• _Exercise objective_
Word for word, reproduce each line of the data below, omitting every image.

Dataset entries
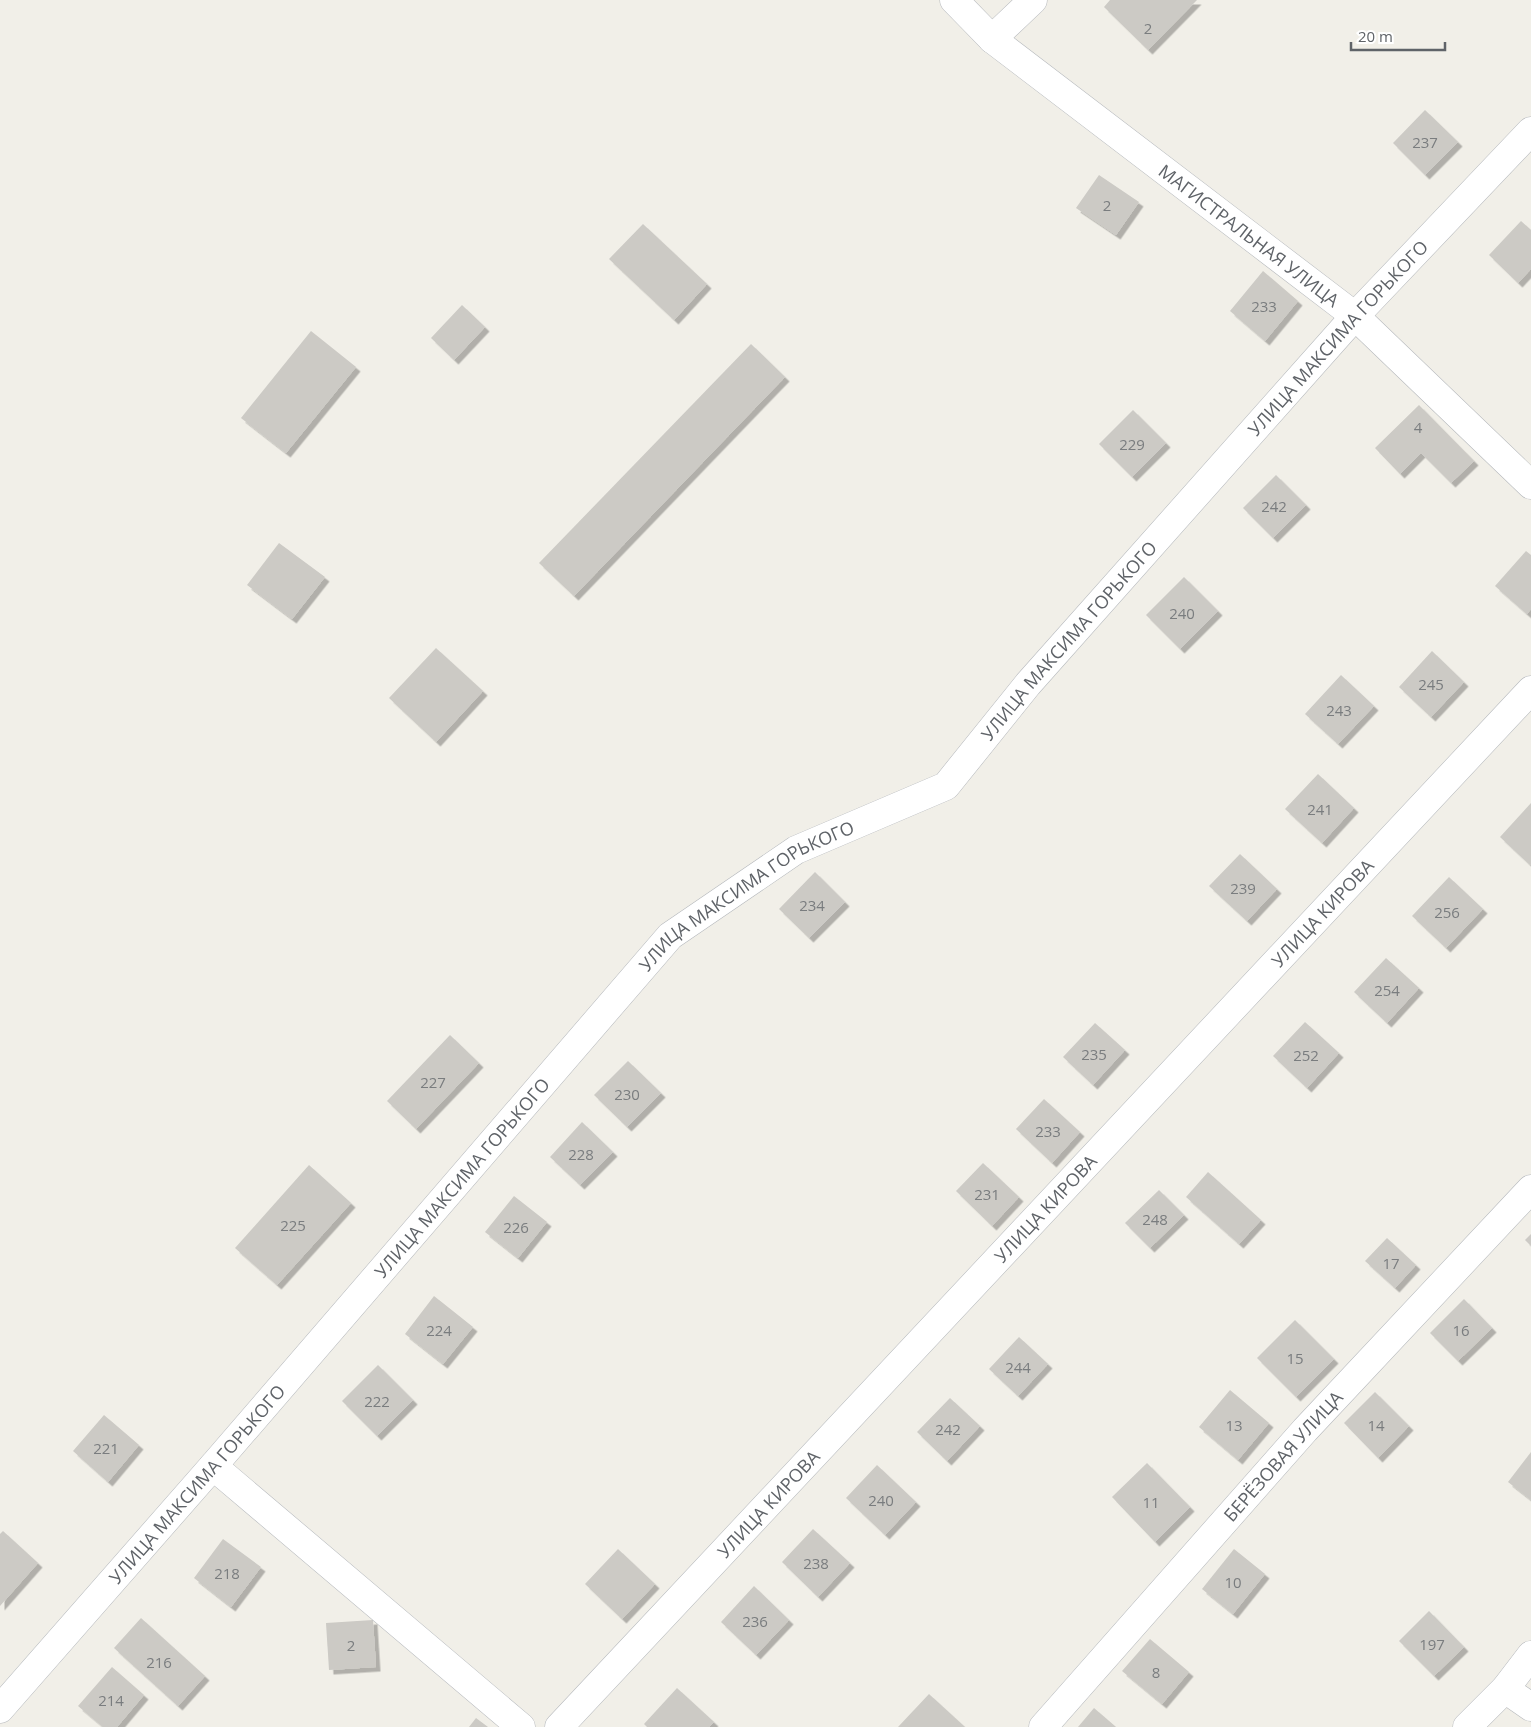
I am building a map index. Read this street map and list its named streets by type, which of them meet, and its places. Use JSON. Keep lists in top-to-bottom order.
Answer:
{
  "streets": {
    "street": [
      "МАГИСТРАЛЬНАЯ УЛИЦА",
      "УЛИЦА МАКСИМА ГОРЬКОГО",
      "УЛИЦА КИРОВА",
      "БЕРЁЗОВАЯ УЛИЦА"
    ]
  },
  "crossings": [
    ["МАГИСТРАЛЬНАЯ УЛИЦА", "УЛИЦА МАКСИМА ГОРЬКОГО"]
  ],
  "house_numbers": [
    "2",
    "237",
    "2",
    "233",
    "4",
    "229",
    "242",
    "240",
    "245",
    "243",
    "241",
    "239",
    "234",
    "256",
    "254",
    "235",
    "252",
    "227",
    "230",
    "233",
    "228",
    "231",
    "248",
    "225",
    "226",
    "17",
    "224",
    "16",
    "15",
    "244",
    "222",
    "13",
    "14",
    "242",
    "221",
    "240",
    "11",
    "238",
    "218",
    "10",
    "236",
    "197",
    "2",
    "216",
    "8",
    "214"
  ],
  "scale_bar": "20 m"
}
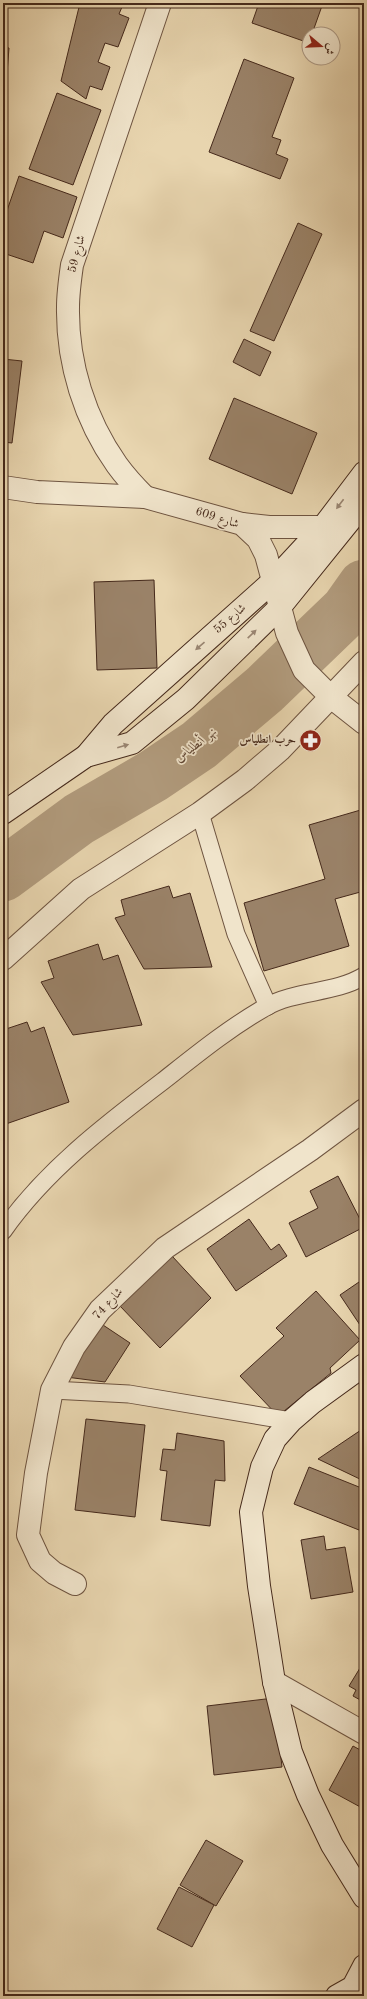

• _Exercise output_
I am building a map index. Read this street map and list its named streets by type, which of them meet, and its places. Use JSON. Keep lists in top-to-bottom order.
Answer:
{
  "streets": {
    "street": [
      "МАГИСТРАЛЬНАЯ УЛИЦА",
      "УЛИЦА МАКСИМА ГОРЬКОГО",
      "УЛИЦА КИРОВА",
      "БЕРЁЗОВАЯ УЛИЦА"
    ]
  },
  "crossings": [
    ["МАГИСТРАЛЬНАЯ УЛИЦА", "УЛИЦА МАКСИМА ГОРЬКОГО"]
  ],
  "house_numbers": [
    "2",
    "237",
    "2",
    "233",
    "4",
    "229",
    "242",
    "240",
    "245",
    "243",
    "241",
    "239",
    "234",
    "256",
    "254",
    "235",
    "252",
    "227",
    "230",
    "233",
    "228",
    "231",
    "248",
    "225",
    "226",
    "17",
    "224",
    "16",
    "15",
    "244",
    "222",
    "13",
    "14",
    "242",
    "221",
    "240",
    "11",
    "238",
    "218",
    "10",
    "236",
    "197",
    "2",
    "216",
    "8",
    "214"
  ],
  "scale_bar": "20 m"
}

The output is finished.